When you go home on a particularly difficult day, don't be afraid to cry if you need to and draw strength from any source that you can. You aren’t being selfish. When you look over at the attending physician running a code on a kid and you see them fighting back the tears because they know what’s going to happen, keep that strength and compassion forever in your mind.

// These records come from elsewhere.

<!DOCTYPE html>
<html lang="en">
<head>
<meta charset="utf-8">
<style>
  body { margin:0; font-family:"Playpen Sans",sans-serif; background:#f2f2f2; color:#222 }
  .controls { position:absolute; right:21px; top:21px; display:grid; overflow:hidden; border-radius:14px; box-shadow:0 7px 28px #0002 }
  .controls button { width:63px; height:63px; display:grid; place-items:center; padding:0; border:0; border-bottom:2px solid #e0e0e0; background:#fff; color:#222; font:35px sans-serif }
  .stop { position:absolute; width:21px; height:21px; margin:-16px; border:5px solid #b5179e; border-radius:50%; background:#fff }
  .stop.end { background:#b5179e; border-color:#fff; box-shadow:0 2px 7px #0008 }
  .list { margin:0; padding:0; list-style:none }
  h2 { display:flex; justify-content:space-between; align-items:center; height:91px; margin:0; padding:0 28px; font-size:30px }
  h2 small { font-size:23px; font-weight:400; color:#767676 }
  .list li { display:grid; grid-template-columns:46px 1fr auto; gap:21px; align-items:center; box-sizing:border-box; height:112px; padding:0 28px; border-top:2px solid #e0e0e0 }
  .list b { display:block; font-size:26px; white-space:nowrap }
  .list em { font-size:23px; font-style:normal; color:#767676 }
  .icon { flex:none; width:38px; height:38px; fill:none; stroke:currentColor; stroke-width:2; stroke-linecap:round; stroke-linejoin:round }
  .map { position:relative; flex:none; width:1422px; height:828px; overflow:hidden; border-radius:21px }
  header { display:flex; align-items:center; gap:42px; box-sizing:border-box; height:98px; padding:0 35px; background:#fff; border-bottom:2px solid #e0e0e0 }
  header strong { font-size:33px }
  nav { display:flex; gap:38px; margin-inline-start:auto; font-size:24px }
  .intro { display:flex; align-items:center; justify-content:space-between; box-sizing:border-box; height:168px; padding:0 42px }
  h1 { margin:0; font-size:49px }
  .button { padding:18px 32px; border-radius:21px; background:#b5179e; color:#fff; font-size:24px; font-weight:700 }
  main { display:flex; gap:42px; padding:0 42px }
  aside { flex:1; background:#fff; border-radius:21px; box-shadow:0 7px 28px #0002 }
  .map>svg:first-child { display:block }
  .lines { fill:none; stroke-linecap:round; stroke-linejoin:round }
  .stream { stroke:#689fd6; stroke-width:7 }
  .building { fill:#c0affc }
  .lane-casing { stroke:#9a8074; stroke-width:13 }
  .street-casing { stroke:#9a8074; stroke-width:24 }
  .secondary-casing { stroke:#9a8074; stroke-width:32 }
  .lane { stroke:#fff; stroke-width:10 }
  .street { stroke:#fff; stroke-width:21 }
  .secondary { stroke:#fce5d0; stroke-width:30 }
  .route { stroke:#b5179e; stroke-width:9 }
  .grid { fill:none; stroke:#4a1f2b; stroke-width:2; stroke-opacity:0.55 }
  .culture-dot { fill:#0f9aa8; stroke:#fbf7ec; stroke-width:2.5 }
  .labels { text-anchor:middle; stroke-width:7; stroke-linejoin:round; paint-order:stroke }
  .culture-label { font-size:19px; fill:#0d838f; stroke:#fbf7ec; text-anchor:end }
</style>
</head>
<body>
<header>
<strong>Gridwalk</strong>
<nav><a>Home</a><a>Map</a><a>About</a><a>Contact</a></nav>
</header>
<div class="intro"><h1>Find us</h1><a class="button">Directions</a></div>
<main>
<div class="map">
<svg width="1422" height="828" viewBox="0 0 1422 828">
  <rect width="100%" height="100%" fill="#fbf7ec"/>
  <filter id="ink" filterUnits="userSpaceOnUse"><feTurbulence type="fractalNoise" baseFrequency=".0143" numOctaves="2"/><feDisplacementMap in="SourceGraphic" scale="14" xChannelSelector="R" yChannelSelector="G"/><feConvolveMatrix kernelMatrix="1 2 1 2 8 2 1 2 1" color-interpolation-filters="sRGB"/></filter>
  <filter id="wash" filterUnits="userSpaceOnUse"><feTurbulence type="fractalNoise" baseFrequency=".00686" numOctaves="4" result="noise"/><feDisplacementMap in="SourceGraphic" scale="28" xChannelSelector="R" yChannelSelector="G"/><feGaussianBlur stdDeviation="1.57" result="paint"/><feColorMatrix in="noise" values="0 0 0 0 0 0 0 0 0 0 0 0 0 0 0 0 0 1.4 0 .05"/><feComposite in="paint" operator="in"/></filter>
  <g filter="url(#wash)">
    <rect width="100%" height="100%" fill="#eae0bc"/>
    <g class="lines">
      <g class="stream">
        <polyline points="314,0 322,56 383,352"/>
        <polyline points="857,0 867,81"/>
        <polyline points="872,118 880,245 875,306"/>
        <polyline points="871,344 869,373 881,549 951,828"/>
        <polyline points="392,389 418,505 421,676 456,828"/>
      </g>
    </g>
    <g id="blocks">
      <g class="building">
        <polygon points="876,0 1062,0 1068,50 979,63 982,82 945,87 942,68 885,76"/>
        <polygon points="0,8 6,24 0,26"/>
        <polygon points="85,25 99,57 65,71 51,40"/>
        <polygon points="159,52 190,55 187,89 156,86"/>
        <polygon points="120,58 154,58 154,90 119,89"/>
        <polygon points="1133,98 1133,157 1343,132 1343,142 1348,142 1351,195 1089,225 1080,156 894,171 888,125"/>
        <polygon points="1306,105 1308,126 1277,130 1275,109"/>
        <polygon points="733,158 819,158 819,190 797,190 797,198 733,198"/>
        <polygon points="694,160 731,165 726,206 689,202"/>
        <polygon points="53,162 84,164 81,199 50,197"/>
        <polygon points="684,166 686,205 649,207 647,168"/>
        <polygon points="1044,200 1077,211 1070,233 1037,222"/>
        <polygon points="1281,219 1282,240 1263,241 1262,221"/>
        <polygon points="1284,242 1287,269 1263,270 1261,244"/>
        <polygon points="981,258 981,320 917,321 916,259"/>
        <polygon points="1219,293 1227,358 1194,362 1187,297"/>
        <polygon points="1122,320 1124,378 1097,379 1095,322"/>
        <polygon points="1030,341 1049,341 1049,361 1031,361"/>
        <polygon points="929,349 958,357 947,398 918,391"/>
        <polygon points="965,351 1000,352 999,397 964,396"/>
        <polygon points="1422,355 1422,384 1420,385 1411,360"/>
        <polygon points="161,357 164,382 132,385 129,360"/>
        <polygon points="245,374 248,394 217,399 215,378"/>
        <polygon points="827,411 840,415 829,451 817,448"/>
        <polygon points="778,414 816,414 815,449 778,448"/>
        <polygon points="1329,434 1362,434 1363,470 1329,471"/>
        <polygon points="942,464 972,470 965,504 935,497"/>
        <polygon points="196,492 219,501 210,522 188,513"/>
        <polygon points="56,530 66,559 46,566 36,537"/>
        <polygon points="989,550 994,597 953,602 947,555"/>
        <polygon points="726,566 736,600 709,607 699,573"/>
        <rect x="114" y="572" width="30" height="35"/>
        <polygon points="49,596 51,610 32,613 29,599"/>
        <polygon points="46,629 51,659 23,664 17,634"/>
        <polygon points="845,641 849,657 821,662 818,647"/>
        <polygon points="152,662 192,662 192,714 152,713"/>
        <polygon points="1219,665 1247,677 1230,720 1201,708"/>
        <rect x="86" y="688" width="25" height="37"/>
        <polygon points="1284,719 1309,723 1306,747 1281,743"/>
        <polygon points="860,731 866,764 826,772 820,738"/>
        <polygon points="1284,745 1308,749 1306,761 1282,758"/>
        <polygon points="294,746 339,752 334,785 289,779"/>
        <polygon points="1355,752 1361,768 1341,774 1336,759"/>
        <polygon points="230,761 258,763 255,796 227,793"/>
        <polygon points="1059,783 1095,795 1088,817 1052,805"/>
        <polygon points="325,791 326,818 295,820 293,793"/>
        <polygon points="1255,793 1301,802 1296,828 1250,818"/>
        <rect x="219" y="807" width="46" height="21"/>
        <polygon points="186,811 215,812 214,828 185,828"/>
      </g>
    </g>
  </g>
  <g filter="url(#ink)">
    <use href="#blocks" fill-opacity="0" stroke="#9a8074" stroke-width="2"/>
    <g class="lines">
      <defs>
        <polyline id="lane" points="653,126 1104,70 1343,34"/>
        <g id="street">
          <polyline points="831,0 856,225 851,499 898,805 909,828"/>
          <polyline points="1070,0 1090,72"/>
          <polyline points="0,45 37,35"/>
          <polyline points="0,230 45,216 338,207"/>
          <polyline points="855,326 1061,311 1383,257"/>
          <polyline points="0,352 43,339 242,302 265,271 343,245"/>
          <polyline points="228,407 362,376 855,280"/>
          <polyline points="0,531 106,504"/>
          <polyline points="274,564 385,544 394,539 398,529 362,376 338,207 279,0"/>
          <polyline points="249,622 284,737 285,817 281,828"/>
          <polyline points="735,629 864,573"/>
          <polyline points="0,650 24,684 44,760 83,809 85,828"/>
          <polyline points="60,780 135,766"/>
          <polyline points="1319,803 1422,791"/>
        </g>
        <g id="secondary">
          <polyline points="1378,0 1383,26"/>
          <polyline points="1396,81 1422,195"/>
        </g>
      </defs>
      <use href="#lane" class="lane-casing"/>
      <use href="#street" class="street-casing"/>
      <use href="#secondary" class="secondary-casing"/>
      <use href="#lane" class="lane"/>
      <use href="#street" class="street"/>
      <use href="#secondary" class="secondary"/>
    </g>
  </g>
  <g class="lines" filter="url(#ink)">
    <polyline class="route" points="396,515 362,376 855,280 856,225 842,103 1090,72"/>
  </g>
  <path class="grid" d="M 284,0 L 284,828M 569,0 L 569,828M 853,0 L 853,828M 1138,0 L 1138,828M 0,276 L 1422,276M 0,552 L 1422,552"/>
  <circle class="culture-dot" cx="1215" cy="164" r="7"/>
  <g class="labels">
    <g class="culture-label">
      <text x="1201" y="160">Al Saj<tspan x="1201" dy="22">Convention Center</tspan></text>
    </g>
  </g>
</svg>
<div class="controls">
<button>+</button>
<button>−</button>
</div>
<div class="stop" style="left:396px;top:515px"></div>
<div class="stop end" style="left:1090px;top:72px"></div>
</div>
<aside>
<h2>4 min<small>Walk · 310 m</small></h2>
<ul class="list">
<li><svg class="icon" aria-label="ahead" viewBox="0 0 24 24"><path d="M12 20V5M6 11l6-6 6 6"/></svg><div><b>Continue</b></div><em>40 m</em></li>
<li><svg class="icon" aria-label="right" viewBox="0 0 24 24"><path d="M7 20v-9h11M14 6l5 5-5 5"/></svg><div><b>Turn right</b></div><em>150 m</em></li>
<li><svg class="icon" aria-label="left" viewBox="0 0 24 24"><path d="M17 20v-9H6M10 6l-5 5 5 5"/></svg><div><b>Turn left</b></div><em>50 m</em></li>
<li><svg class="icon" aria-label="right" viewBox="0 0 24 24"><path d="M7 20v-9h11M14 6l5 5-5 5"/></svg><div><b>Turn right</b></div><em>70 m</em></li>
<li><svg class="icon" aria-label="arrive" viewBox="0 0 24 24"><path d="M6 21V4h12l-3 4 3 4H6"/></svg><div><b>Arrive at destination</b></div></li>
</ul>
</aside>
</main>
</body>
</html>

I can’t say for sure that I’ve helped a single person this year but I’ve engaged myself and sought out ways to make a difference. Seek ways to help at every opportunity. Again, no one has to know but you. On the flip side, you never have to laugh at mean jokes or join in conversation that is demeaning to a person. Notice I said “person” and not “patient.” I know it’s not always possible or appropriate to do so, but do we use language to separate “us” from “them?” Any of us could be any of them at any given time or it could be our family instead. How do you choose to talk about people? I trust that you’ll always let respect and love be your guiding lights. Hopefully, it’s not something that you ever run across but a calm and respectful, “I don't feel comfortable with this conversation” says a lot. It shows how high you set the bar. Never be scared to set the bar so very high.
If you notice that a classmate seems angry, detached, exhausted, or whatever else, be compassionate with them too. You never know what they may be going through outside the clinic or classroom, all while seeing/doing/dealing with the above. Can’t you pause to understand that they may need help too? Even as youngsters in medicine, we are all adults with adult problems and issues that arise and that should be acknowledged.
I know that you’re a person who empathizes deeply with people, but realize it’s a double-edged sword at times. Be prepared to ask the people that you know, “am I strong enough to do this?’ Also listen when they say, “yes.” And if you don't have someone to talk to when these situations arise for you, call on me because I realize that this 3rd year life isn’t easy when you truly invest yourself in it.
I see how much I’ve grown during my time here and it amazes me. I appreciate every encounter that I’ve had with folks and what it’s taught me. My sole wish for you is that you hold on to your compassion and empathy and cultivate it with each experience that you have in medicine. Along with that, I hope that you change. I hope that this experience transforms you and makes you a better and stronger human. You’ll be the doctor who sees people in the clinic as more than patients with diseases and you’ll understand the multi-dimensional person that they are beyond the environment in which you see them.
If all this sounds like too much, you can choose not to invest yourself. You can become stagnant in your professional and personal growth. You can see only the surface of each problem and analyze the medicine behind it. You can still pass your classes and rotations but you will have squandered away an opportunity to be great. Little brother, I know that you’d never choose this route, you’ll take the harder road, the one that pushes you each day to become better and I’m proud of you for it. I can’t wait to see how you grow and mature and I hope that I can contribute to your success as you travel this journey as my colleague, as my friend, and as my family. Regardless of whether or not you are recognized with honors at your graduation or barely making it through without any accolades, I know in my heart that if you invest yourself, I’m going to be beyond proud of the man that I hood on graduation day. Welcome to the Quillen Family.